Et le rock dans tout ça ? L’ancien adolescent de Saint-Etienne a attendu d’entrer dans la cinquantaine pour trouver la bonne formule avec un groupe nommé Les Mercuriales en hommage aux tours jumelles de Bagnolet. Après un premier album fantastique, Les Choses m’échappent, que Les Mercuriales définissaient comme de la « country spaghetti », ils sortent L’Exil loin des slows, avec lequel ils ont essayé de mélanger Blood On The Tracks de Bob Dylan et Avalon de Roxy Music.
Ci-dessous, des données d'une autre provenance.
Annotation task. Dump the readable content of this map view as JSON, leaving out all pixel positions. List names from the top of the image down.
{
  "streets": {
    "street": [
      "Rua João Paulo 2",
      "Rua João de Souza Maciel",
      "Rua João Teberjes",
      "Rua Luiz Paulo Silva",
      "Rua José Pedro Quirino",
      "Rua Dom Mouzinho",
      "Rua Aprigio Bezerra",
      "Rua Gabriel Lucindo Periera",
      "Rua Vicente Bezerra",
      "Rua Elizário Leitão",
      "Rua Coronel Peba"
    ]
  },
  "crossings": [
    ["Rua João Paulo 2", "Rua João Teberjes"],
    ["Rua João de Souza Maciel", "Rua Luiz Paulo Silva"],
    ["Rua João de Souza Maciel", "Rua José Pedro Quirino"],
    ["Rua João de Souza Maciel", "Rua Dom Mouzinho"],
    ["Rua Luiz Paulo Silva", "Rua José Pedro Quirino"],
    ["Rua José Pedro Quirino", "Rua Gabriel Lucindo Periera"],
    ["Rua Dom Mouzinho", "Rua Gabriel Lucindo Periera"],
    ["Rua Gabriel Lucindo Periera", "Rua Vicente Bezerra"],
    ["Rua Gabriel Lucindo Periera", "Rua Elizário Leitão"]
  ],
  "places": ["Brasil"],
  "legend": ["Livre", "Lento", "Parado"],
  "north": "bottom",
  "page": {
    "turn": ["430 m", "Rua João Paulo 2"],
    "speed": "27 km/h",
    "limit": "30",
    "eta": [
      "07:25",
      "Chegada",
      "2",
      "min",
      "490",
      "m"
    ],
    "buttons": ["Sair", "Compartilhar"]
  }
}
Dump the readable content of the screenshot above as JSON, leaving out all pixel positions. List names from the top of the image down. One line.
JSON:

Ami de longue date de Bertrand Burgalat, Jean-Pierre Montal a comme lui le goût des harmonies et des arrangements sophistiqués. Marqué par Présence humaine de Michel Houellebecq, il cherche à raconter des histoires dans des textes toujours ciselés qui évitent les jeux de mots navrants du Serge Gainsbourg ultime période : « L’écriture de chansons est un art à part, très sous-estimé. Je trouve que Dylan méritait son prix Nobel de littérature. En France, il faut à tout prix éviter le côté rive gauche, la chanson dite poétique. Feu! Chatterton par exemple, avec leur emphase, c’est une définition de l’horreur, tout ce qu’il ne faut pas faire dans des paroles. Quant à Bertrand Cantat, et je mets les polémiques de côté, il a toujours chanté lamentablement. Tout le monde aurait dû arrêter à vie dès 1989, quand Noir Désir avait sorti Aux sombres héros de l’amer. »
Pochette de l’album des Mercuriales « L’Exil loin des slows »
Musicien et écrivain distingué mais pas snob pour un sou, lecteur admiratif de Jean Mattern, Sigrid Nunez, Julia Deck ou Simon Liberati (« un styliste hors pair »), Jean-Pierre Montal est-il condamné à demeurer dans les marges ? Ce n’est pas son avis : « Je considère que ce que je fais est grand public ! En littérature, ce n’est vraiment pas pointu… Je raconte des histoires d’amour avec à chaque fois un point de départ simple. En ce qui concerne Les Mercuriales, je vais passer pour un type irréaliste mais ça me semble ultra accessible : c’est de la pop. » Puissent Les Mercuriales remplacer Feu! Chatterton sur les chaînes hi-fi d’un maximum de foyers français !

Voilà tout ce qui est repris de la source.